Architecture overview¶
A small homelab that runs like a real one, with GitOps, observability, and a controlled blast radius.
Layout¶
Internet
Cloudflare (DNS, proxy for select names)
│
▼
LAN 192.168.1.0/24
NPM (TLS termination, reverse proxy)
│
▼
MetalLB pool 192.168.1.225-240
│
▼
Kubernetes cluster (kubeadm, Calico, ArgoCD)
apiserver VIP 192.168.1.20:6443
k8cluster1 192.168.1.90 ── pve1
k8cluster2 192.168.1.89 ── pve1
k8cluster3 192.168.1.91 ── pve2
│ pod->external = SNAT to node IP
▼
Postgres 16 VM 192.168.1.123 ── pve2
Uptime Kuma VM 192.168.1.129 ── pve2 (idle, see decisions)
Proxmox pve1 192.168.1.10
Proxmox pve2 192.168.1.11
A higher-fidelity diagram and screenshots live in Visuals.
Hosts and roles¶
| Host | IP | Role |
|---|---|---|
| pve1 | 192.168.1.10 | Proxmox node, hosts most VMs |
| pve2 | 192.168.1.11 | Proxmox node, hosts the rest |
| K8s API | 192.168.1.20 | kube-apiserver VIP |
| k8cluster1 | 192.168.1.90 | K8s worker / control plane |
| k8cluster2 | 192.168.1.89 | K8s worker / control plane |
| k8cluster3 | 192.168.1.91 | K8s worker / control plane |
| postgresql | 192.168.1.123 | Postgres 16, shared backend for Grafana, claude-bridge, and other stateful apps |
| uptime-kuma | 192.168.1.129 | Black-box monitoring VM (currently idle, see decisions) |
| NPM | LAN | nginx-proxy-manager, TLS termination and routing for *.herro.me |
Kubernetes cluster¶
- 3 nodes, kubeadm-built, single control-plane endpoint at
192.168.1.20:6443. - Calico CNI, pod CIDR
10.244.0.0/16. - MetalLB in L2 mode announcing from the pool
192.168.1.225-240(see ADR 0001). - ArgoCD reconciles the cluster from Git.
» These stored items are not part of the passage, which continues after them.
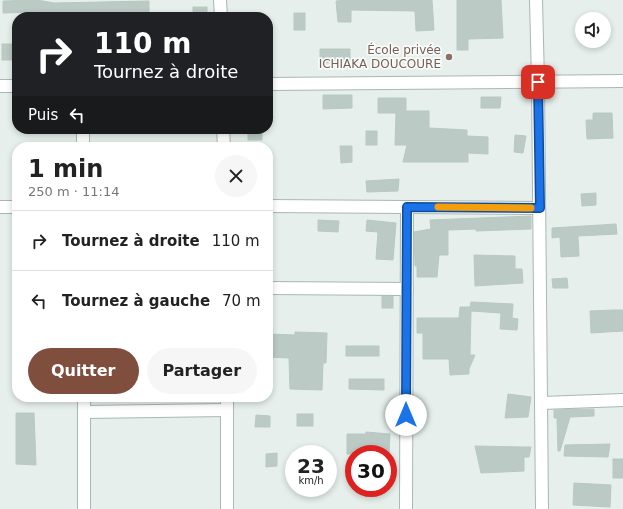 <!DOCTYPE html>
<html lang="fr">
<head>
<meta charset="utf-8">
<style>
	body { margin:0; font-family:"DejaVu Sans",sans-serif; background:#f6f6f6; color:#222; height:100vh; display:flex; flex-direction:column; font-size:15px; white-space:nowrap }
	* { box-sizing:border-box; margin:0 }
	p { font-size:13px; color:#767676 }
	.icon { flex:none; width:22px; height:22px; fill:none; stroke:currentColor; stroke-width:2; stroke-linecap:round; stroke-linejoin:round }
	.map { position:relative; flex:1; overflow:hidden }
	.details { position:absolute; left:12px; top:142px; width:261px; height:260px; display:flex; flex-direction:column; background:#fff; border-radius:16px; box-shadow:0 2px 6px #0003 }
	.details>* { flex:none }
	.top-card { position:absolute; left:12px; top:12px; width:261px; height:122px; border-radius:16px; box-shadow:0 2px 6px #0003; background:#202124; color:#fff; overflow:hidden }
	.buttons { position:absolute; left:575px; top:12px; display:grid; gap:8px }
	.buttons a { display:grid; place-items:center; width:36px; height:36px; border-radius:50%; background:#fff; box-shadow:0 2px 6px #0003; font-size:20px }
	.speed { position:absolute; left:285px; top:445px; display:flex; gap:8px; font-size:20px; font-weight:700; text-align:center }
	.speed>* { display:grid; place-content:center; width:52px; height:52px; border-radius:50%; background:#fff; box-shadow:0 2px 6px #0003; line-height:1 }
	.speed small { font-size:10px; font-weight:400 }
	.speed .limit { border:6px solid #d22; background:#fff; color:#111 }
	.pin { position:absolute; display:grid; place-items:center; width:34px; height:34px; color:#fff; margin:-17px; border-radius:8px; box-shadow:0 2px 6px #0006 }
	.me { position:absolute; width:44px; margin:-22px; rotate:0deg; stroke-linejoin:round; filter:drop-shadow(0 0 3px #0008) }
	.turn { display:flex; align-items:center; gap:14px; height:84px; padding:0 16px; font-size:18px }
	.turn .icon { width:52px; height:52px; stroke-width:2.5 }
	.turn b { display:block; font-size:28px; line-height:34px }
	.then { display:flex; align-items:center; height:38px; padding:0 16px; background:#0003; gap:8px; font-size:15px }
	.round { display:grid; place-items:center; flex:none; width:42px; height:42px; border-radius:21px; background:#f6f6f6 }
	.head { display:flex; align-items:center; justify-content:space-between; height:68px; padding:0 16px }
	h1 { font-size:24px; font-weight:600; line-height:30px }
	.action { display:flex; gap:8px; margin-top:auto; padding:8px 16px }
	.action a { flex:1; height:46px; border-radius:24px; background:#804e3d; color:#fff; font-size:16px; font-weight:600; line-height:46px; text-align:center }
	.action a+a { background:#f6f6f6; color:#222 }
	ul { padding:0; list-style:none }
	li { display:flex; align-items:center; gap:12px; height:60px; padding:0 16px; border-top:1px solid #e0e0e0 }
	li div { flex:1 }
	li b { display:block; font-size:15px }
	li em { font-style:normal }
	.map>svg:first-child { display:block }
	.building { fill:#bbcac4; stroke:#b8c9c2 }
	.lines { fill:none; stroke-linecap:round; stroke-linejoin:round }
	.minor-casing { stroke:#a8b8b2; stroke-width:14 }
	.minor { stroke:#fff; stroke-width:12 }
	.route-casing { stroke:#114b97; stroke-width:10 }
	.route { stroke:#1a73e8; stroke-width:7 }
	.slow { stroke:#f59e0b; stroke-width:7 }
	.education-dot { fill:#8d6e63; stroke:#f7fbf9; stroke-width:1.5 }
	.labels { text-anchor:middle; dominant-baseline:central; stroke-width:3.5; stroke-linejoin:round; paint-order:stroke }
	.education-label { font-size:12px; fill:#785e54; stroke:#f7fbf9; text-anchor:end }
</style>
</head>
<body>
<div class="map">
<svg width="623" height="509" viewBox="0 0 623 509">
	<rect width="100%" height="100%" fill="#e6efeb"/>
	<g class="building">
		<path d="M37 0 54 3 149 1V13L68 15 41 12 3 13V1Z"/>
		<path d="M349 0H432L434 30 416 31 415 11 351 10V22H338L336 1Z"/>
		<path d="M457 0H501L503 38 468 39V50H457Z"/>
		<rect x="193" y="7" width="14" height="10"/>
		<rect x="294" y="13" width="11" height="17"/>
		<rect x="2" y="44" width="15" height="16"/>
		<path d="M320 49H350V62L320 63Z"/>
		<path d="M323 95H352V108L323 109Z"/>
		<path d="M481 97H501L500 108H481Z"/>
		<path d="M378 98H406V111H429V128L467 130V136L488 137V154L468 153V162H403L407 145H395L396 113H378Z"/>
		<path d="M593 113H612L613 138 587 139 586 120H593Z"/>
		<rect x="248" y="129" width="14" height="11"/>
		<rect x="366" y="131" width="11" height="14"/>
		<path d="M515 135 526 136 523 153 514 152Z"/>
		<path d="M340 146H352V162L341 163Z"/>
		<path d="M399 179 398 191 367 192 366 181Z"/>
		<path d="M596 193V205L582 206 581 194Z"/>
		<path d="M531 216V229L476 231V229L448 230V255H439L437 277H417V266H415L414 232 431 229 430 220Z"/>
		<path d="M318 220 339 221 338 232 318 231Z"/>
		<path d="M367 220 396 223 393 260 376 259 378 232 366 231Z"/>
		<path d="M616 224 617 234 578 236 579 256 561 257 560 237 552 238V228Z"/>
		<path d="M474 255 515 256V269H522L523 283 475 286Z"/>
		<path d="M567 278 568 288H553L552 279Z"/>
		<rect x="382" y="296" width="11" height="12"/>
		<path d="M471 302 513 304 512 318 518 319 517 330 500 329 501 313 471 311 470 355H475L469 369V374L450 375 449 359H423V333H417V318H459L460 307H470Z"/>
		<path d="M614 310H623V331L591 333 590 311Z"/>
		<path d="M295 332 327 333 326 363H323L322 390 290 389 289 358 268 357V334L295 335Z"/>
		<rect x="346" y="346" width="33" height="10"/>
		<path d="M349 379H384V390L349 389Z"/>
		<path d="M508 394 531 397 528 417 505 418Z"/>
		<path d="M594 409V416L570 417 560 451H558L557 418H554V410Z"/>
		<path d="M16 413H34L36 465 16 464Z"/>
		<rect x="297" y="414" width="16" height="12"/>
		<path d="M256 415 270 416V427H255Z"/>
		<path d="M366 432 390 434 389 453 347 454V434H366Z"/>
		<path d="M610 444 608 457 564 456 565 445Z"/>
		<path d="M475 446 524 447H531L529 457H524V471L481 473Z"/>
		<path d="M277 453V466L266 467V454Z"/>
		<rect x="613" y="459" width="10" height="19"/>
		<path d="M574 483 611 485 610 507 573 505Z"/>
	</g>
	<g class="lines">
		<g class="minor-casing">
			<g id="minor">
				<path d="M220 0 221 17"/>
				<path d="M536 0 538 81 542 509"/>
				<path d="M268 84 623 81"/>
				<path d="M0 86H17"/>
				<path d="M83 129V147"/>
				<path d="M223 129 224 147"/>
				<path d="M268 206 539 208"/>
				<path d="M0 207H17"/>
				<path d="M268 288 407 289"/>
				<path d="M542 403 623 400"/>
				<path d="M84 412 227 410"/>
				<path d="M84 509V397"/>
				<path d="M227 509V397"/>
				<path d="M406 509 407 207"/>
			</g>
		</g>
		<use href="#minor" class="minor"/>
	</g>
	<g class="lines">
		<g class="route-casing">
			<path id="route" d="M406 415 407 207 540 208 538 82"/>
		</g>
		<use href="#route" class="route"/>
		<path class="slow" d="M438 207 531 208"/>
	</g>
	<circle class="education-dot" cx="449" cy="57" r="4"/>
	<g class="labels">
		<g class="education-label">
			<text x="441" y="50">École privée<tspan x="441" dy="14">ICHIAKA DOUCOURE</tspan></text>
		</g>
	</g>
</svg>
<div class="buttons">
<a><svg class="icon" aria-label="sound" viewBox="0 0 24 24"><path d="M4 9h4l5-4v14l-5-4H4zM17 9q2 3 0 6"/></svg></a>
</div>
<div class="speed"><div>23<small>km/h</small></div><div class="limit">30</div></div>
<div class="pin" style="left:538px;top:82px;background:#d93025"><svg class="icon" aria-label="arrive" viewBox="0 0 24 24"><path d="M6 21V4h12l-3 4 3 4H6"/></svg></div>
<svg class="me" style="left:406px;top:415px" viewBox="-20 -20 40 40"><circle r="19" fill="#fff"/><path d="M0-13L10 11 0 6-10 11z" fill="#1a73e8"/></svg>
<div class="top-card">
<div class="turn"><svg class="icon" aria-label="right" viewBox="0 0 24 24"><path d="M7 20v-9h11M14 6l5 5-5 5"/></svg><div><b>110 m</b>Tournez à droite</div></div>
<div class="then">Puis<svg class="icon" aria-label="left" viewBox="0 0 24 24"><path d="M17 20v-9H6M10 6l-5 5 5 5"/></svg></div>
</div>
<section class="details">
<div class="head"><div><h1>1 min</h1><p>250 m · 11:14</p></div><a class="round"><svg class="icon" aria-label="close" viewBox="0 0 24 24"><path d="M6 6l12 12M18 6L6 18"/></svg></a></div>
<ul>
<li><svg class="icon" aria-label="right" viewBox="0 0 24 24"><path d="M7 20v-9h11M14 6l5 5-5 5"/></svg><div><b>Tournez à droite</b></div><em>110 m</em></li>
<li><svg class="icon" aria-label="left" viewBox="0 0 24 24"><path d="M17 20v-9H6M10 6l-5 5 5 5"/></svg><div><b>Tournez à gauche</b></div><em>70 m</em></li>
</ul>
<div class="action"><a>Quitter</a><a>Partager</a></div>
</section>
</div>
</body>
</html>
App-of-apps pattern, source repo
k8s-argocd. - Stakater Reloader watches ConfigMaps and Secrets and rolls Deployments when they change.
- External Secrets Operator pulls credentials from outside the cluster so secrets never live in Git.
What runs where¶
| Namespace | What | Notes |
|---|---|---|
argocd |
ArgoCD HA + Redis | HA mode, redis-ha-haproxy |
monitoring |
kube-prometheus-stack, Loki, Vector, Alertmanager, Grafana | Discord notification proxy lives here |
metallb-system |
MetalLB controller and speakers | L2Advertisement covers the whole pool |
external-secrets |
ESO controllers | Backed by a secret store outside the cluster |
reloader |
Stakater Reloader | reloader.stakater.com/auto: "true" triggers rollouts |
media |
*arr stack, Jellyfin, qBittorrent, Jellyseerr, NZBGet | 192.168.1.226 shared LB IP |
automation |
claude-bridge HITL Discord bridge | LB at 192.168.1.235 |
trading |
Trading dashboard + API | NQ-bias-engine |
science |
Dask cluster, lsdb workloads | LSDB (large scale astronomy databases) |
dashboard |
Homepage | Lab landing page |
security |
Falco runtime detection | Discord webhook for alerts |
The full layout is in k8s-argocd (or wherever it lives publicly).
Why this shape¶
A few decisions worth calling out, with longer rationale in Decisions:
- External Postgres VM instead of in-cluster CloudNativePG. Stateful data is the most expensive thing to lose, and I wanted backups, restore drills, and major-version upgrades to be boring even if K8s broke. (ADR 0002)
- MetalLB L2 instead of BGP, because the home network is a single L2 segment and there is no router I trust to peer with. (ADR 0001)
- ArgoCD instead of Flux, mostly for the UI when explaining the lab to other humans, and the App-of-Apps pattern fits how I think. (ADR 0003)
- Discord as the alert sink because it is where I already live. A small custom proxy translates Alertmanager and Falco webhooks into channel-appropriate messages.